I am currently building an ETL to translate an oncology database in the UK into CDM. In our database, we have the cancer diagnosis and then we have two columns I am struggling to map. These are
‘Current disease status’ which can be either ‘current evidence of disease present’ or ‘no current evidence of disease’ or missing
‘Sites of current disease’ which can be 1 or more different sites.
I am unsure of how to map these columns in CDM, I am guessing they will be measurements but I’m not sure what concepts might be appropriate.
Welcome to the family. BTW: there is an Oncology Working Group where you can bring these things up and find a lot of like-minded folks.
What you have as “current disease status” we call “dynamic disease episode”, i.e. the activity of the disease at the time of the record. Cancers are dynamic diseases, they progress until you treat them, so they go into remission.
I agree, remission nicely covers the ‘no active disease’ patients, for the active disease, these can be either of the options you presented and will be a mixture so I was hoping there would be a more general option I could map to as there is no way to tell (without going into notes which is not appropriate for this project) which of these the cancer is.
Yeah. We may have to add a concept that for that. Why don’t you start with a 2-billionaire (concept_id>2B) for the time being, and we get that resolved in the next vocab release.

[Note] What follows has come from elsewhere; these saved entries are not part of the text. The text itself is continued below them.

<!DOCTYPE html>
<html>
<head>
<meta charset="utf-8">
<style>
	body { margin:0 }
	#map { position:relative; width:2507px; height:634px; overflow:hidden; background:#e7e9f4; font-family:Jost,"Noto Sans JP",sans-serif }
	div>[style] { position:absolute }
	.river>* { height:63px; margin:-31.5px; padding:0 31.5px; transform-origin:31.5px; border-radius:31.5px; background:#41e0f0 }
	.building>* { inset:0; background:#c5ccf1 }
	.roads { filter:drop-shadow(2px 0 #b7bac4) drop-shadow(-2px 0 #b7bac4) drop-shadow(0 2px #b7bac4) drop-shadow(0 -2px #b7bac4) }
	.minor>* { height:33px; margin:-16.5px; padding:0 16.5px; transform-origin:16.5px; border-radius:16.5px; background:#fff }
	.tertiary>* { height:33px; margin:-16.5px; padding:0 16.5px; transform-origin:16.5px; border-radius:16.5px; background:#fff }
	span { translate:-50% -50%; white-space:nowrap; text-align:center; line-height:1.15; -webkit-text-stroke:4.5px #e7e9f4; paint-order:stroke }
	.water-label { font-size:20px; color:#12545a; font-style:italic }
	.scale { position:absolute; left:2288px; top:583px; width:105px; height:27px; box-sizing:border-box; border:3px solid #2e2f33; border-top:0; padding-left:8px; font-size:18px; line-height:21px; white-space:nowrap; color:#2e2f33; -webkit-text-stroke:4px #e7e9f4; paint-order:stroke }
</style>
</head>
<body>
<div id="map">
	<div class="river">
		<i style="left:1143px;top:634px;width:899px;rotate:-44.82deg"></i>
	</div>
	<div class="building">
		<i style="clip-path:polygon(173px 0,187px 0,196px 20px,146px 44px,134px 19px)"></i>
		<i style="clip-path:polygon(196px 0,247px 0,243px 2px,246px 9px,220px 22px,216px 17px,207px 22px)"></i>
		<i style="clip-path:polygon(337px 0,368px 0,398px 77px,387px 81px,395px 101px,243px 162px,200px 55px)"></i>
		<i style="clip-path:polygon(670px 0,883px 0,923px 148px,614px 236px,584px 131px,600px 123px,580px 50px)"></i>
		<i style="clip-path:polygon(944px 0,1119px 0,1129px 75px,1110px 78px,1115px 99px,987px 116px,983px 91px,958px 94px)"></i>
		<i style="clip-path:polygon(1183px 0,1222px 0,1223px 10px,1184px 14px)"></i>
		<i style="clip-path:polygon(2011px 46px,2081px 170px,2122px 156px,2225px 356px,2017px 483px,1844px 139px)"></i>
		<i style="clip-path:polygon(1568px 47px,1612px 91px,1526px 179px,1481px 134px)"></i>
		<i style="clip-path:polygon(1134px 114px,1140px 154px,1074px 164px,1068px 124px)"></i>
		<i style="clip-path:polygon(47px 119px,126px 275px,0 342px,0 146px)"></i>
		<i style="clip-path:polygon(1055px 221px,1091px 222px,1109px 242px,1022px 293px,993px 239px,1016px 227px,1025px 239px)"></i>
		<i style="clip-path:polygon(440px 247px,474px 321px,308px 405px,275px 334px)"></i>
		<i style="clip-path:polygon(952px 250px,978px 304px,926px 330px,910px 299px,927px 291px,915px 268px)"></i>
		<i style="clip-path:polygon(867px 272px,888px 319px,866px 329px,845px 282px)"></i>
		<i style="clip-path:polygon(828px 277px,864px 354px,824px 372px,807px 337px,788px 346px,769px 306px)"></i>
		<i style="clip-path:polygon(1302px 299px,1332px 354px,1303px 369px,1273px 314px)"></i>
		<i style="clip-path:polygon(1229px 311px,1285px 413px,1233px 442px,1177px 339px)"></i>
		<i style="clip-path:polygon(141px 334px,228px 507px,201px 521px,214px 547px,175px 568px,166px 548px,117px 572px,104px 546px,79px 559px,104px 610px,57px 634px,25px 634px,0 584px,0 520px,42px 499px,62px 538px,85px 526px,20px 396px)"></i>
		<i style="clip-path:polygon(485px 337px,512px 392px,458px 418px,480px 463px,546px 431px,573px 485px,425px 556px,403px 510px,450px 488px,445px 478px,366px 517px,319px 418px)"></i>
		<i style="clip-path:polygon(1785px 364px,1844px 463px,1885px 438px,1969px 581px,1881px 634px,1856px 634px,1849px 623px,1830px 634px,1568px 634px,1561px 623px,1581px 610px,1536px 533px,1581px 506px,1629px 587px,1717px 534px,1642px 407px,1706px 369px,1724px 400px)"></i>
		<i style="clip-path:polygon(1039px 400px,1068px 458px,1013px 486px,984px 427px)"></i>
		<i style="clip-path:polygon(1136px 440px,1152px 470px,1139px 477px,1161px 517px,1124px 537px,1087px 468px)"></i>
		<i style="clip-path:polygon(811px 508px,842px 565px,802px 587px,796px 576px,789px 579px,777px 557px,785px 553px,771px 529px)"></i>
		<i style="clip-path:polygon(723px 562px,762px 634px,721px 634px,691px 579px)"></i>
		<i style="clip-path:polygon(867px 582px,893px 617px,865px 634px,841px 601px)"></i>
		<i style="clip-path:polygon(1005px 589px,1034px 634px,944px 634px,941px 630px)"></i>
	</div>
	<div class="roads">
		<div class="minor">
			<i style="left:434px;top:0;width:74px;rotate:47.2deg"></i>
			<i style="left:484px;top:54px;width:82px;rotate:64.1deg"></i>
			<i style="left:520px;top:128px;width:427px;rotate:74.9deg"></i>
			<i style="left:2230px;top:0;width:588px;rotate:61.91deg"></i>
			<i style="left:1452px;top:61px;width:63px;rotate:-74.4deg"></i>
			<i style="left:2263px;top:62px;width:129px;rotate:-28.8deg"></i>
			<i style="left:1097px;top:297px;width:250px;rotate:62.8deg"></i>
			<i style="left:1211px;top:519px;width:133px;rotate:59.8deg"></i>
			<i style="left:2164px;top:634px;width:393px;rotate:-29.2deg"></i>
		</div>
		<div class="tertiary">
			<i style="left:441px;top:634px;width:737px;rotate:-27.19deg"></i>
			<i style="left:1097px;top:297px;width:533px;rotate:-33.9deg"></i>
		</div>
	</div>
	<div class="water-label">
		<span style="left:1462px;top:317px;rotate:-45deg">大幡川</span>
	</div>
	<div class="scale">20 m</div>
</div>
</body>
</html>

Ah, yes. What you call “site” is called “topography” in OMOP speak. There are all the sites you need either as SNOMED or ICDO3 (usually more detailed). Map to these.
But that is not enough. You need to combine them with the histology concepts (from CONDITION_OCCURRENCE or MEASUREMENT tables) and create a cancer condition. Want to talk about that?

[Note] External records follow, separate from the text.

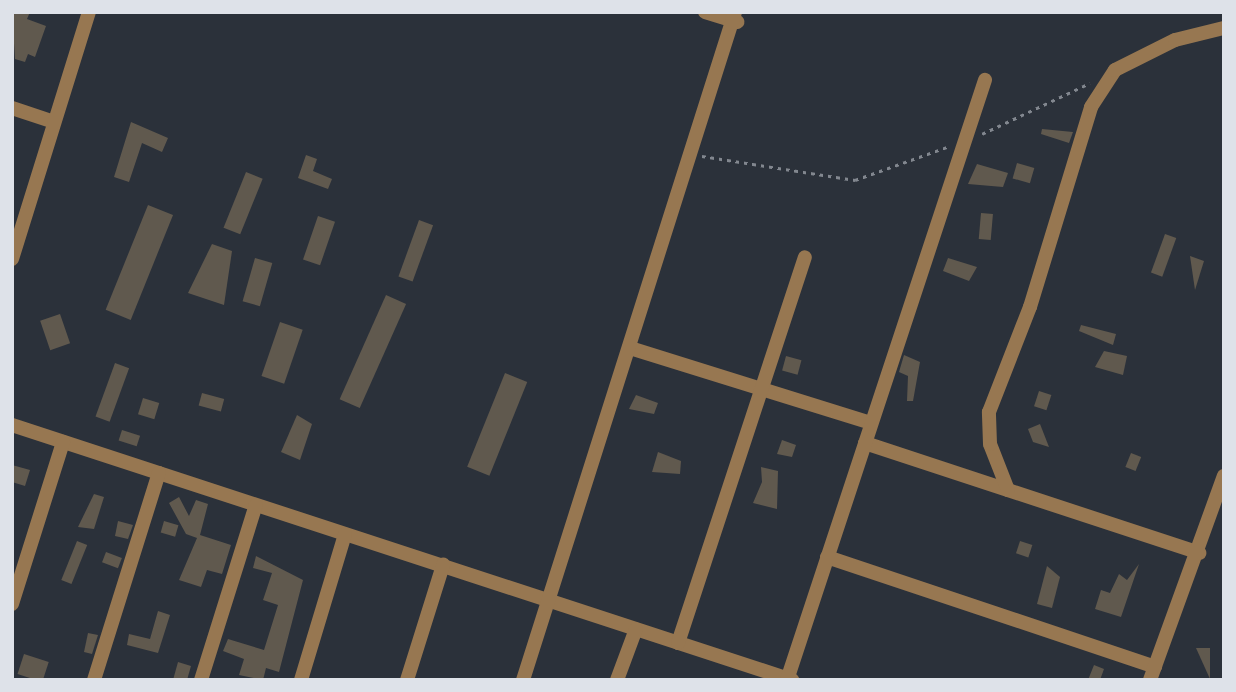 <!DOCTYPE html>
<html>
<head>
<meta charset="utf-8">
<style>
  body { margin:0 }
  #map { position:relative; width:1236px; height:692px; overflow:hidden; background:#2b313a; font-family:Lato,sans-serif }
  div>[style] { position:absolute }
  .building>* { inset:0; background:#60594e; transform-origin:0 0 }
  .path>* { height:2.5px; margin-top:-1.25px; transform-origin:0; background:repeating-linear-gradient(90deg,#82878f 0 3.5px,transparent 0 8.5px) }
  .minor>* { height:14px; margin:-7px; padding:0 7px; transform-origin:7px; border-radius:7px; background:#977751 }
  span { translate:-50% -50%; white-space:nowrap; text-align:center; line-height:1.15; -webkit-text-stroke:7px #16191d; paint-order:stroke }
  .frame { position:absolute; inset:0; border:14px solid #dee2e9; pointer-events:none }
</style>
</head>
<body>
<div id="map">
  <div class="building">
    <div style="clip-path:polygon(12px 12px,30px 12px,27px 19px,46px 26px,35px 57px,28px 54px,25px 62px,15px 59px)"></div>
    <div style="clip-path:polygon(131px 122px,168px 138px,162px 152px,142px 143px,129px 182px,114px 177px)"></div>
    <div style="clip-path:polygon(1042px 129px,1073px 132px,1069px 143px,1041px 134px)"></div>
    <div style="clip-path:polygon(306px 155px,317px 159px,313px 171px,332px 179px,328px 189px,298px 178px)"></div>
    <div style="left:1017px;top:163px;width:18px;height:16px;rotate:16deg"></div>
    <div style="clip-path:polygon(977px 164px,1008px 173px,1003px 187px,968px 184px)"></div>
    <div style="left:246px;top:172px;width:18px;height:60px;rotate:22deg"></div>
    <div style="left:148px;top:205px;width:27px;height:113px;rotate:22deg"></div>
    <div style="left:981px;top:213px;width:12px;height:26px;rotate:5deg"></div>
    <div style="left:318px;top:216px;width:18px;height:46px;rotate:19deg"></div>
    <div style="left:419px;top:220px;width:15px;height:60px;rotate:20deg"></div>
    <div style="left:1165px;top:234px;width:12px;height:41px;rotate:20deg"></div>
    <div style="clip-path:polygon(212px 244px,232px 251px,224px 305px,188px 293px)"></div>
    <div style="clip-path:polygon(1190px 256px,1204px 261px,1195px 290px)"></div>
    <div style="left:255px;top:258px;width:18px;height:45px;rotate:16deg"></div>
    <div style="clip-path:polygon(948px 258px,977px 267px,969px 281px,943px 271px)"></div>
    <div style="left:386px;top:295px;width:22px;height:114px;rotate:24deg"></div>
    <div style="left:60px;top:314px;width:31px;height:21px;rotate:71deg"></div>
    <div style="left:280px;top:322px;width:24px;height:57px;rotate:19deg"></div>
    <div style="clip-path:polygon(1081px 325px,1116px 334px,1113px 345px,1079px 331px)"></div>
    <div style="clip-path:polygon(1104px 351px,1127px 356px,1123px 375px,1095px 367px)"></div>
    <div style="clip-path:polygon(904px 355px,920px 362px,913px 401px,907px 401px,908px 376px,899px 372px)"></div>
    <div style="left:786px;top:356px;width:16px;height:15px;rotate:15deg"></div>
    <div style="left:115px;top:363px;width:15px;height:57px;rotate:20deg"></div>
    <div style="left:505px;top:373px;width:24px;height:101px;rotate:22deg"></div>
    <div style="left:1039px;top:391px;width:13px;height:16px;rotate:18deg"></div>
    <div style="left:202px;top:393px;width:23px;height:13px;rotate:15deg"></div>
    <div style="clip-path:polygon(636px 395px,658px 403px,654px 414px,629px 409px)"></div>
    <div style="left:143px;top:398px;width:17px;height:17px;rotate:17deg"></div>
    <div style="clip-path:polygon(297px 415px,312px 424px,300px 460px,281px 452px)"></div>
    <div style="clip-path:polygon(1040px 424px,1049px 447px,1033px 442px,1028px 429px)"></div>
    <div style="left:122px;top:430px;width:19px;height:11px;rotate:18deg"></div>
    <div style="clip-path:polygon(782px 440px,796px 445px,792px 457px,777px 454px)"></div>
    <div style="clip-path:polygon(658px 452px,681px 461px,680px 474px,652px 472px)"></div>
    <div style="left:1131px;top:453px;width:11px;height:15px;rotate:22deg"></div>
    <div style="clip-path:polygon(12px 465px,30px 470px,25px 486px,12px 482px)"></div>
    <div style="clip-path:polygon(761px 467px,778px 471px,777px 509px,753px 503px,762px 482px)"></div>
    <div style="clip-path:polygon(94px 494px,104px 497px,94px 529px,78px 527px)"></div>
    <div style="clip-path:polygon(179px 497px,189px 516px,196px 500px,208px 504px,200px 535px,231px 545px,222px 574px,207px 570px,201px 587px,179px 580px,197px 538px,186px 534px,169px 503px)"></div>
    <div style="clip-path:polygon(118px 521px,133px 525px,128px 539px,115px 536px)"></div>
    <div style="left:164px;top:521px;width:15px;height:12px;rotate:16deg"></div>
    <div style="left:77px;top:541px;width:11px;height:42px;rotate:22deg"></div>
    <div style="left:1020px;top:541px;width:13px;height:13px;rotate:18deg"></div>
    <div style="left:106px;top:552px;width:17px;height:11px;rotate:21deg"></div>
    <div style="clip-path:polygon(256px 556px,303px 580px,279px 672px,266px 668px,263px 680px,239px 675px,244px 659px,223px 651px,228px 639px,264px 650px,278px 605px,263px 600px,272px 573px,253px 568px)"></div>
    <div style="clip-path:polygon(1139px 564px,1121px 617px,1095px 609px,1101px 590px,1110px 593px,1119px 574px,1127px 580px)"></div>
    <div style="clip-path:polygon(1047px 566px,1060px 577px,1052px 608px,1037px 604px)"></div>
    <div style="clip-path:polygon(158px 611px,170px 615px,158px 653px,127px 645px,129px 634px,150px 639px)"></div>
    <div style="clip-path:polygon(88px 633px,98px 635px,92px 654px,84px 652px)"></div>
    <div style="clip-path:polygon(1196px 648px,1210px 648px,1210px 679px)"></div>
    <div style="left:24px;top:654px;width:26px;height:21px;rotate:18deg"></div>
    <div style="clip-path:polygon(178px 662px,191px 666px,187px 680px,173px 680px)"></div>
    <div style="clip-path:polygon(1094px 665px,1104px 669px,1100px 680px,1088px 680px)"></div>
  </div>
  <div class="path">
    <div style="left:982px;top:134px;width:119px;rotate:-25.3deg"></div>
    <div style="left:702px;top:156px;width:155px;rotate:8.9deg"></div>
    <div style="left:855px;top:180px;width:101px;rotate:-19.7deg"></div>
  </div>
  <div class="minor">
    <div style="left:705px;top:12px;width:34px;rotate:17deg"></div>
    <div style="left:12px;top:108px;width:44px;rotate:18.4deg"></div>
    <div style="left:12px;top:259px;width:259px;rotate:-72.7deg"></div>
    <div style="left:630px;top:348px;width:252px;rotate:17.3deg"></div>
    <div style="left:12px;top:425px;width:821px;rotate:18.1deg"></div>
    <div style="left:865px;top:443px;width:352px;rotate:18.2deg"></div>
    <div style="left:1008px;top:490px;width:49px;rotate:-111.4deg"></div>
    <div style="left:990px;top:444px;width:32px;rotate:-92deg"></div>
    <div style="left:989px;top:412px;width:113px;rotate:-68.7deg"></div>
    <div style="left:1030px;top:307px;width:209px;rotate:-73deg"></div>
    <div style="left:1091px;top:107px;width:44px;rotate:-57deg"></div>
    <div style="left:1115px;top:70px;width:67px;rotate:-26.6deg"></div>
    <div style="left:1175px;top:40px;width:50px;rotate:-13.8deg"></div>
    <div style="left:827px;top:557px;width:346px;rotate:18.5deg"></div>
    <div style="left:12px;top:604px;width:170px;rotate:-72.5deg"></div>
    <div style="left:678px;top:643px;width:406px;rotate:-71.8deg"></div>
    <div style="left:94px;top:680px;width:217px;rotate:-72.6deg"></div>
    <div style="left:201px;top:680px;width:183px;rotate:-72.6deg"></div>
    <div style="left:301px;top:680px;width:152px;rotate:-73.2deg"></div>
    <div style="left:407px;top:680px;width:121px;rotate:-72.6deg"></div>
    <div style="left:523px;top:680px;width:701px;rotate:-72.39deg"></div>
    <div style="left:617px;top:680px;width:54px;rotate:-69.6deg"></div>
    <div style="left:787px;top:680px;width:632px;rotate:-71.74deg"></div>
    <div style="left:1150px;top:680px;width:217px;rotate:-70.1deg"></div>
  </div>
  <div class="frame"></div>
</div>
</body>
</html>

So I have a cancer condition already mapped using ICD10 with measurements associated such as TNM stage, differentiation, side (for lung data).
Are you saying that sites should be combined into the condition, I assumed they would be added as a measurement to describe the current status of the condition. ie I would map my condition (C34.3) to ‘Liver’, ‘Lung’, ‘Brain’ as measurements meaning these are the sites?
So, the way we want cancer to work is that the combos of topography and histology constitute the condition, while TNM stage, differentiation, metastases, lymph nodes etc. are attributes of the condition and live as a Measurement. They can be linked to the condition, but we are happy when that link is not explicitly given.
The C34.3 is mapped to what is called a “shallow” cancer condition concept, because it has the topography (site), but the histology is trivial (“malignant neoplasm”). If you have histology information in your source data you can “deepen” the condition by creating the combination after the fact. So, you get the site “lower lobe of lung” from the C34.3, and maybe you have an concept for “adenomcarcinoma” from a path lab or physician notes. These could then be combined to the “deep” condition “adenocarcinoma of the lower lobe of the lung” and written as an additional Condition record.